▸ **Material provided**:
----------------------------------------
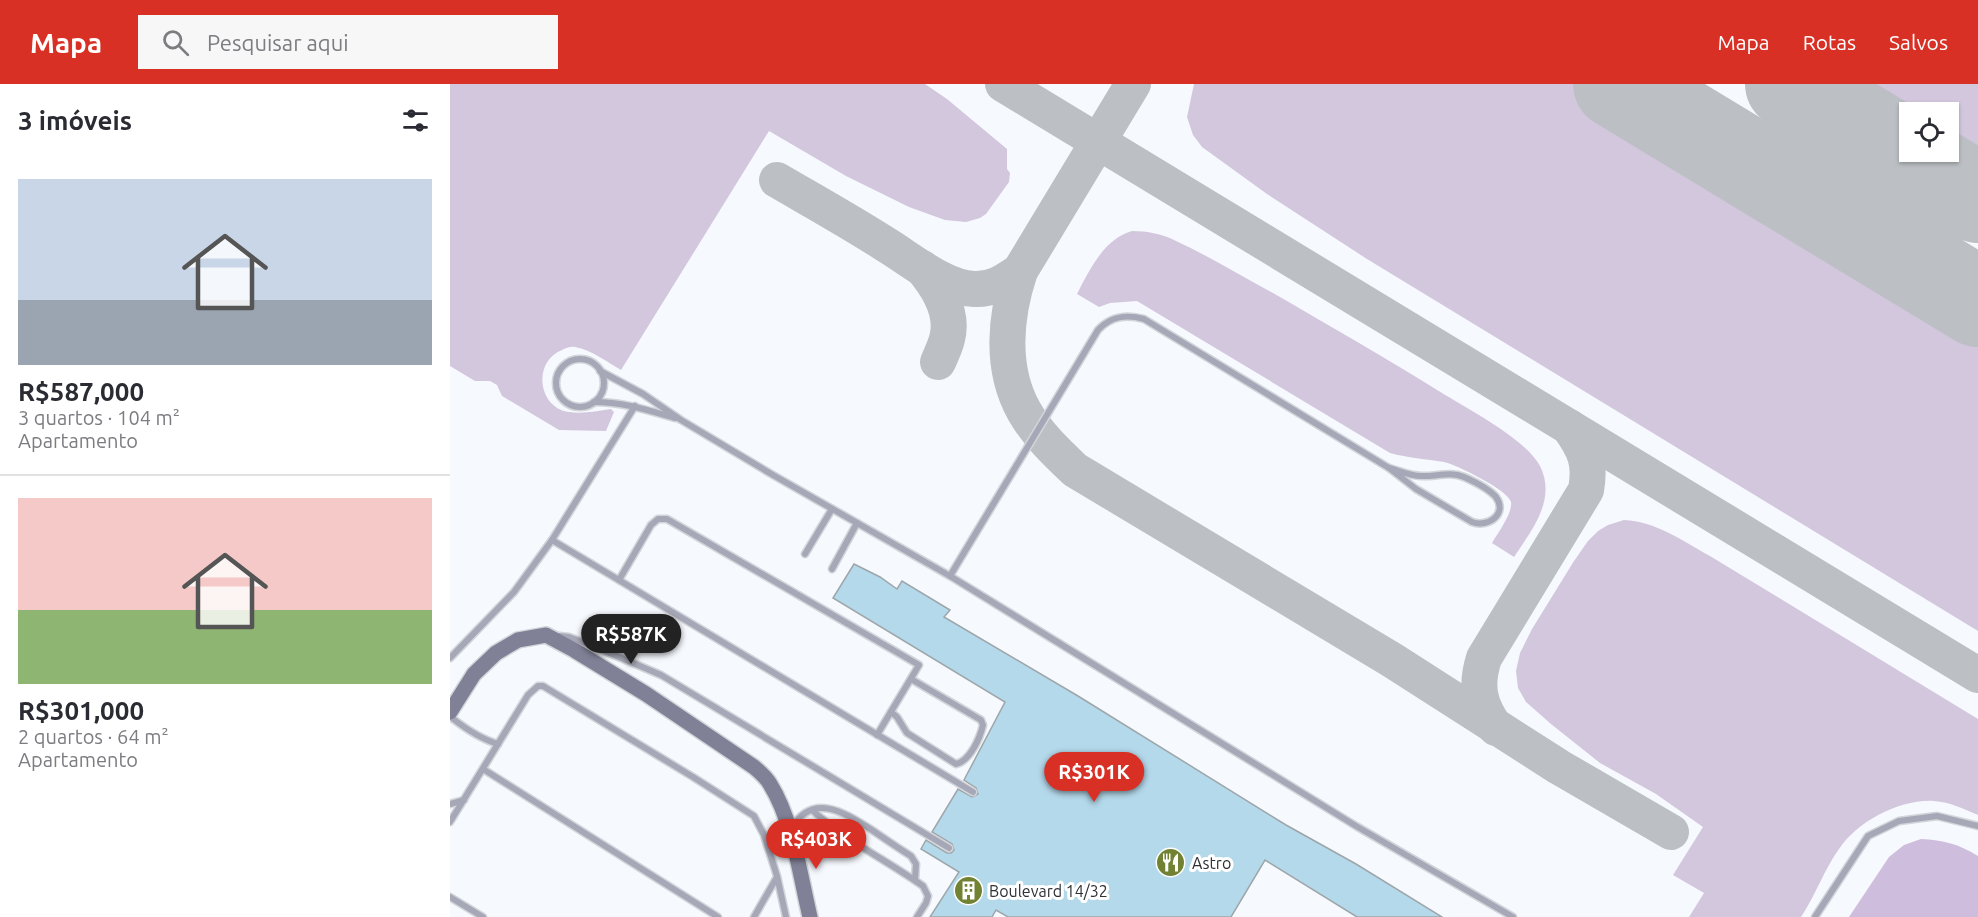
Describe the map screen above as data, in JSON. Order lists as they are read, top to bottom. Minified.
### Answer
{"places":{"restaurant":["Astro"],"building":["Boulevard 14/32"]},"page":{"header":"Mapa","search":"Pesquisar aqui","nav":["Mapa","Rotas","Salvos"],"heading":"3 imóveis","list":[{"name":"R$587,000","note":"3 quartos · 104 m² · Apartamento"},{"name":"R$301,000","note":"2 quartos · 64 m² · Apartamento"}],"price":["R$587K","R$301K","R$403K"]}}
----------------------------------------
▸ **Your objective**: Could you repeat each line above exactly as written? Omit the pictures.

▸ **Output for this task**:
Describe the map screen above as data, in JSON. Order lists as they are read, top to bottom. Minified.
### Answer
{"places":{"restaurant":["Astro"],"building":["Boulevard 14/32"]},"page":{"header":"Mapa","search":"Pesquisar aqui","nav":["Mapa","Rotas","Salvos"],"heading":"3 imóveis","list":[{"name":"R$587,000","note":"3 quartos · 104 m² · Apartamento"},{"name":"R$301,000","note":"2 quartos · 64 m² · Apartamento"}],"price":["R$587K","R$301K","R$403K"]}}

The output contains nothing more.